[[ Data under study, beginning ]]

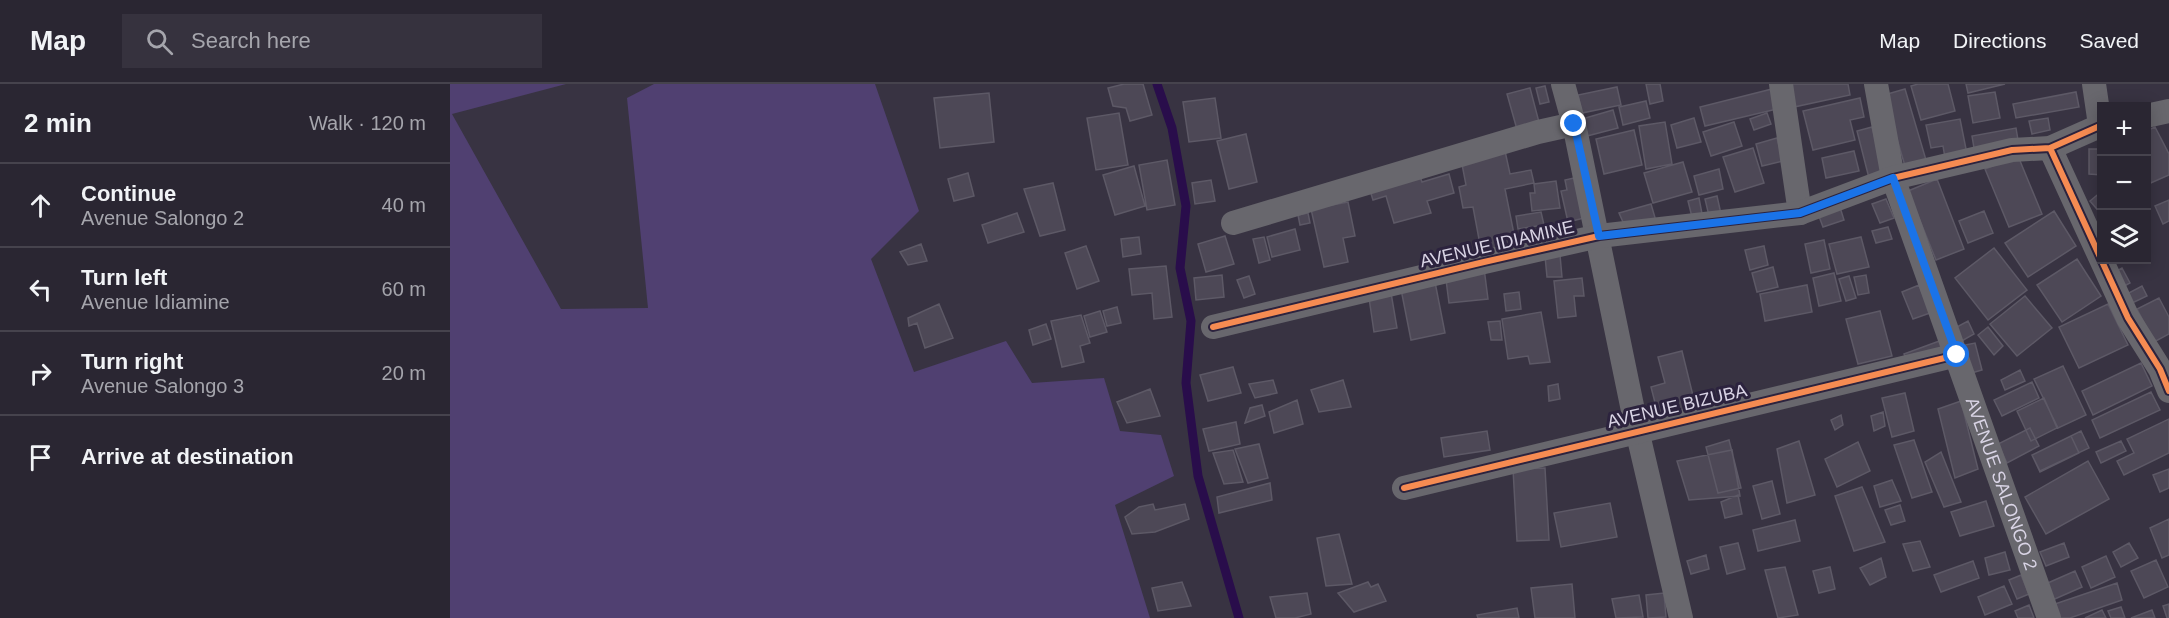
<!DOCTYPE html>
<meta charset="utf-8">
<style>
:root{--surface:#2a2632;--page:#36323e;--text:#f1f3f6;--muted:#a5a5ac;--line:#46434d}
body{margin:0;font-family:Helvetica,sans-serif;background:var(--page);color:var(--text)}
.controls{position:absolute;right:18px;top:18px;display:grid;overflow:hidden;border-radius:0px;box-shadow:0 3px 15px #0003}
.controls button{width:54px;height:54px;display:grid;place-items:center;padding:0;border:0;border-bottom:2px solid var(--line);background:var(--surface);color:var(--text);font:30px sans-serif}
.stop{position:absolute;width:18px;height:18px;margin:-14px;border:4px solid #1a73e8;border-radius:50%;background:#fff}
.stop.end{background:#1a73e8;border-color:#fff;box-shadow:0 2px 6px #0008}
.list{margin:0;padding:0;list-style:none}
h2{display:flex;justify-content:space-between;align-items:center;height:78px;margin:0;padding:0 24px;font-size:26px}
h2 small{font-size:20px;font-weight:400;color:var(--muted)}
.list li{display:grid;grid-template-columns:39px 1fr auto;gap:18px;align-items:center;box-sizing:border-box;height:84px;padding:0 24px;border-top:2px solid var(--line)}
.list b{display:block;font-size:22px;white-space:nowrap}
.list p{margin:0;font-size:20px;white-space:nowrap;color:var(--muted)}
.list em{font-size:20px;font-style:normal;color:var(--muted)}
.icon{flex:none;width:33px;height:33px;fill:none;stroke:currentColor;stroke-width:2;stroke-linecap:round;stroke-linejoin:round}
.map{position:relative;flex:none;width:1719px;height:534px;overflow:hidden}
header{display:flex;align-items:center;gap:36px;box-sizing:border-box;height:84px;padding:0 30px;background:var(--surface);border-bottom:2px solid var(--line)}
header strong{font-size:28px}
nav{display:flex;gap:33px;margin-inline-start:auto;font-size:21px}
.search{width:420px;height:54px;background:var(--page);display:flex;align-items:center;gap:15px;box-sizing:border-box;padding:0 21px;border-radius:0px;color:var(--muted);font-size:22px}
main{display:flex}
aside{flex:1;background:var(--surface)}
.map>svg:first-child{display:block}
</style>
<header>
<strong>Map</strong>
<div class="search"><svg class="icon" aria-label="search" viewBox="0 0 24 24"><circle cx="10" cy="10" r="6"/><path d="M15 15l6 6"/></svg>Search here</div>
<nav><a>Map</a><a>Directions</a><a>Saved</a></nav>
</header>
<main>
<aside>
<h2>2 min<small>Walk · 120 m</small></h2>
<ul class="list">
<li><svg class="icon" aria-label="ahead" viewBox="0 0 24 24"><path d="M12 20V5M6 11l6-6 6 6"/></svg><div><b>Continue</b><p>Avenue Salongo 2</p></div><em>40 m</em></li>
<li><svg class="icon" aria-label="left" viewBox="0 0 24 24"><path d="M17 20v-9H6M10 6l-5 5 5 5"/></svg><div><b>Turn left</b><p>Avenue Idiamine</p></div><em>60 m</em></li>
<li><svg class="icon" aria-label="right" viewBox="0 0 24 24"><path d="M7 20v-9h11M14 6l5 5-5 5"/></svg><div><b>Turn right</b><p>Avenue Salongo 3</p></div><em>20 m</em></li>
<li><svg class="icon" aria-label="arrive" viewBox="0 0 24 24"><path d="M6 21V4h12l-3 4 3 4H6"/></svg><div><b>Arrive at destination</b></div></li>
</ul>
</aside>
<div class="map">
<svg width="1719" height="534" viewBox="0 0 1719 534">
<rect width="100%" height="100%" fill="#383342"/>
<path fill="#504071" d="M0 0H116L2 30 111 225 198 224 177 14 204 0H425L469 127 421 175 464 288 556 257 582 299 654 294 670 347 711 351 724 392 665 421 700 534H0Z"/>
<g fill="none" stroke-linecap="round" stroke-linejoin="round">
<path stroke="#290d4b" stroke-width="9" d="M707 0 722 44 736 122 730 184 741 237 736 299 748 392 789 534"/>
</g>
<path fill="#4d4856" stroke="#5d5966" stroke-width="1.5" d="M674 0H693L702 31 680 37 676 24 663 22 658 4Z
M1196 0H1210L1213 17 1200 20Z
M1339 0H1398L1400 11 1344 23Z
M1468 0H1498L1505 27 1471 36 1461 2Z
M1516 0H1555L1518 9Z
M1095 2 1099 18 1090 20 1086 4Z
M1167 3 1171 21 1132 29 1128 11Z
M1080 4 1090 42 1068 49 1057 10Z
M1326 4 1331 24 1255 42 1250 23Z
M1455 5 1476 76 1455 82 1434 11Z
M1545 8 1550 34 1523 39 1518 12Z
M1626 8 1629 23 1566 34 1563 20Z
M539 9 544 58 490 64 484 14Z
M765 14 771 54 739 58 733 18Z
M1410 14 1414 33 1400 36 1405 56 1363 66 1353 27Z
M1196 17 1200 34 1173 41 1169 23Z
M1163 26 1168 44 1137 52 1132 35Z
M669 29 678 81 646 86 637 34Z
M1317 29 1321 40 1304 46 1300 35Z
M1244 34 1251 58 1227 64 1221 41Z
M1598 34 1600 46 1582 50 1579 37Z
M1510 35 1517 70 1495 74 1493 62 1481 64 1476 41Z
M1215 38 1222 80 1196 85 1189 42Z
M1284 38 1292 62 1261 72 1253 48Z
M1422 43 1434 90 1419 94 1407 47Z
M1705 43 1719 70V91L1696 101V64L1699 63 1696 58V47Z
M1566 44 1569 62 1525 70 1522 52Z
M1184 46 1192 81 1154 90 1146 55Z
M796 50 807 98 779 105 767 57Z
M1327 54 1333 77 1312 82 1306 60Z
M1303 64 1314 99 1285 108 1273 73Z
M1639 65H1652V91L1639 90Z
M1055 67 1060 90 1081 86 1084 99 1055 105 1066 160 1031 166 1023 123 1013 124 1009 103 1016 101 1011 75Z
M1404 67 1409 87 1376 94 1372 74Z
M1568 72 1592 130 1559 143 1535 85Z
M717 76 725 121 697 126 689 81Z
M1233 78 1242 108 1203 119 1194 89Z
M684 82 695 122 665 131 653 91Z
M1269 85 1273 105 1249 111 1244 92Z
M518 89 524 112 504 117 498 95Z
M969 89 972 98 999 90 1004 109 977 117 981 129 944 139 936 112 923 116 919 103Z
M1133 92 1142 132 1118 138 1111 107 1117 106 1115 96Z
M1487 95 1514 165 1486 176 1458 107Z
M761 96 765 117 745 120 742 99Z
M1106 97 1110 124 1082 127 1080 109H1085L1084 100Z
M603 99 615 146 590 152 574 105Z
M1652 107V131L1640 117Z
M1267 112 1271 130 1259 132 1255 115Z
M1249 114 1253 135 1243 137 1238 117Z
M1436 115 1444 134 1430 139 1422 120Z
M1719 116V137L1713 140 1705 122Z
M898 118 905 152 893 154 898 178 874 183 861 125Z
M1201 120 1206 137 1177 147 1169 129Z
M1389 120 1394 136 1373 143 1367 127Z
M1534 127 1543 149 1518 159 1509 137Z
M1604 127 1626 162 1578 193 1555 159Z
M1091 128 1094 141 1068 145 1066 132Z
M567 129 574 148 538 159 532 141Z
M858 129 860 139 850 141 848 131Z
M1438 143 1442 155 1426 159 1422 147Z
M845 145 850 166 822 173 817 153Z
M775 152 784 180 756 188 748 160Z
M689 153 691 170 673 173 671 155Z
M814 153 820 176 809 179 803 155Z
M1411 153 1419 183 1387 190 1379 160Z
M1374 156 1380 185 1361 189 1355 160Z
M471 160 477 177 458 181 450 168Z
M636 162 649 197 627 205 615 169Z
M1314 162 1318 181 1300 186 1295 166Z
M1544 164 1577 206 1538 236 1505 194Z
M1110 171 1112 193H1097L1095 172Z
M1627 175 1651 212 1612 238 1587 201Z
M716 182 722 233 704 235 702 209 682 211 679 185Z
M1323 183 1328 203 1307 208 1302 189Z
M1034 184 1038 215 999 219 995 188Z
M1672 184 1680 199 1671 204 1663 189Z
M1384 189 1391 217 1369 222 1363 194Z
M772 191 774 213 746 216 744 194Z
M1416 191 1419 209 1408 211 1404 193Z
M799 192 805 210 794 214 787 196Z
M1399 192 1406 214 1396 217 1389 195Z
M984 193 995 249 961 256 950 200Z
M1132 194 1134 212H1124L1126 232 1108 234 1104 197Z
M1357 201 1362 228 1315 237 1310 210Z
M1469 201 1480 229 1463 235 1452 208Z
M1692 202 1697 212 1678 221 1673 212Z
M940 203 947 244 924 248 918 207Z
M1069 208 1071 225 1056 227 1054 210Z
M1575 212 1602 244 1567 272 1540 240Z
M1709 214 1719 233V250L1704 258 1687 225Z
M489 220 503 254 475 264 467 239 459 242 458 234Z
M1658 220 1678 261 1629 284 1609 243Z
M667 223 671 239 657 242 653 227Z
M650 227 657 248 640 253 634 232Z
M1430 227 1442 272 1408 280 1396 235Z
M1091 228 1100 278 1080 280 1078 272 1058 275 1052 235Z
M631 231 640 259 630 262 634 278 612 283 601 237Z
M1050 237 1052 256H1041L1038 238Z
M1518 237 1524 250 1510 258 1503 245Z
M596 240 601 255 583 261 579 246Z
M1538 243 1553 262 1544 271 1528 251Z
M1492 256 1496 267 1458 280 1454 270Z
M1525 259 1532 286 1518 290 1510 262Z
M1232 267 1247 328 1210 338 1201 303 1215 299 1208 273Z
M1691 279 1702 302 1643 331 1632 307Z
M1613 282 1636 331 1608 344 1584 295Z
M783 283 791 309 758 317 750 291Z
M1570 286 1575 297 1555 306 1551 296Z
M823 296 827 309 805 314 799 300Z
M893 296 901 323 869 328 861 306Z
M1582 298 1589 314 1552 332 1544 316Z
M1108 300 1110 315 1099 317 1098 302Z
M700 305 710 332 677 339 667 318Z
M1701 308 1710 326 1650 354 1642 336Z
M1455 309 1464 347 1442 353 1432 314Z
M1594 314 1607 344 1581 357 1567 327Z
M847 316 853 340 824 349 819 328Z
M1511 317 1528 385 1505 394 1488 325Z
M812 321 815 332 795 339 800 324Z
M1433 328 1435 342 1424 347 1421 332Z
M1391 331 1393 341 1385 346 1381 336Z
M1719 335V369L1674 391 1667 377 1684 369 1677 355Z
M786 338 790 360 759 367 753 345Z
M1580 344 1589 362 1557 379 1548 360Z
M1037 347 1040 366 994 373 991 354Z
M1631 347 1639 364 1590 387 1582 371Z
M1621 352 1629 369 1590 388 1582 371Z
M1279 356 1291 404 1268 409 1256 363Z
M1464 356 1482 408 1462 414 1444 361Z
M1349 357 1365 411 1337 419 1327 365Z
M1671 357 1676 367 1651 379 1646 368Z
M1408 358 1420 387 1387 403 1375 375Z
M809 360 818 394 798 399 785 365Z
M783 366 793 398 774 400 763 369Z
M1282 366 1290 412 1239 416 1227 377Z
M1491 368 1511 418 1494 423 1475 378Z
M1638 377 1659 415 1596 450 1575 413Z
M1095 384 1099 456 1067 457 1063 385Z
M1719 385V404L1710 408 1703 391Z
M1442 396 1451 417 1430 423 1424 402Z
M1322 397 1330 430 1312 435 1303 402Z
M820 399 822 416 769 429 767 413Z
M1412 403 1435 458 1404 467 1385 412Z
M1288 411 1292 430 1275 434 1271 418Z
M1536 417 1544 442 1510 452 1501 428Z
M1160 419 1167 453 1111 463 1104 429Z
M703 420 705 426 735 420 739 435 705 448 682 450 675 433 689 423Z
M1450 421 1455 437 1441 441 1435 426Z
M1719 435V471L1712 474 1700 444Z
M1345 436 1350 457 1308 467 1303 446Z
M889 450 902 500 876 502 867 454Z
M1470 457 1480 483 1463 487 1453 460Z
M1288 459 1295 485 1277 490 1270 463Z
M1614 459 1619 473 1596 482 1590 468Z
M1679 459 1688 474 1671 483 1663 468Z
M1555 468 1560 486 1539 491 1535 474Z
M1256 471 1259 485 1241 490 1237 477Z
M1656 472 1665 493 1641 504 1632 483Z
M1431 474 1436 493 1420 501 1410 484Z
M1706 476 1718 503 1694 514 1681 487Z
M1523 477 1529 494 1491 508 1484 491Z
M1335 483 1348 531 1328 534 1315 486Z
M1380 483 1385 505 1369 509 1363 487Z
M1625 487 1632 503 1598 518 1591 502Z
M1571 491 1579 510 1567 515 1559 496Z
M732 498 741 522 708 527 702 504Z
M918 498 921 503 928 500 936 517 904 528 888 509Z
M1667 499 1672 516 1620 534H1610L1605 520Z
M1122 500 1125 534H1085L1081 504Z
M1554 502 1562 520 1535 531 1528 513Z
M857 509 861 530 845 534H826L820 513Z
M1214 509 1216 533 1198 534 1196 511Z
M1189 511 1193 533 1166 534 1162 515Z
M1719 520V534H1717L1713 522Z
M1579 521 1584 534H1568L1565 527Z
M1671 523 1675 534H1661L1658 527Z
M1067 524 1069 534H1028L1027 531Z
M1652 526 1656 534H1635Z
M1702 526 1705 534H1681Z"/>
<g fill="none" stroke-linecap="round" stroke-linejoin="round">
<g stroke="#68676d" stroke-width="24">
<path d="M1113 0 1124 40 1187 346 1231 534"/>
<path d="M1331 0 1350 129"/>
<path id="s1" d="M1426 0 1443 94 1599 534"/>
<path d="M1644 0 1650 41"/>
<path d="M1696 32 1719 27"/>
<path d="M1600 64 1678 234 1710 285 1719 307"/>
<path d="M783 139 1088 48 1124 40"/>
<path d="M763 243 1034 178 1149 152 1350 129 1443 94 1562 66 1600 64 1652 41"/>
<path d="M954 404 1507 271"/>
</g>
<g stroke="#2c233e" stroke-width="10">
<path id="cycleway" d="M1600 64 1678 234 1710 285 1719 307
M763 243 1034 178 1149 152 1350 129 1443 94 1562 66 1600 64 1652 41
M954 404 1507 271"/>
</g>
<use href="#cycleway" stroke="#f68b52" stroke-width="6"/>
</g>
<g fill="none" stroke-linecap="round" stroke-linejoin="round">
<path stroke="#1a73e8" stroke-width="8" d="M1124 40 1149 152 1350 129 1443 94 1507 271"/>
</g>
<g text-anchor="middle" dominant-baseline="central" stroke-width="6" stroke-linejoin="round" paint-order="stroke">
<g font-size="18" fill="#d9d4e5" stroke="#2c233e">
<text transform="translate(1047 160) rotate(-13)">AVENUE IDIAMINE</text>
<text transform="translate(1227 322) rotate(-13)">AVENUE BIZUBA</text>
<text stroke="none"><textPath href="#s1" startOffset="420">AVENUE SALONGO 2</textPath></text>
</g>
</g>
</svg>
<div class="controls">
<button>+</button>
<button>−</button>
<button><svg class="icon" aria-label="layers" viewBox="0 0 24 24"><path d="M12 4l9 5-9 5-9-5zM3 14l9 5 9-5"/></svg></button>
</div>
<div class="stop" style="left:1507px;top:271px"></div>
<div class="stop end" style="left:1124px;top:40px"></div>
</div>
</main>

[[ Data under study, end ]]

Some of the data mentions "shadow". Copy every line where it does.

.controls{position:absolute;right:18px;top:18px;display:grid;overflow:hidden;border-radius:0px;box-shadow:0 3px 15px #0003}
.stop.end{background:#1a73e8;border-color:#fff;box-shadow:0 2px 6px #0008}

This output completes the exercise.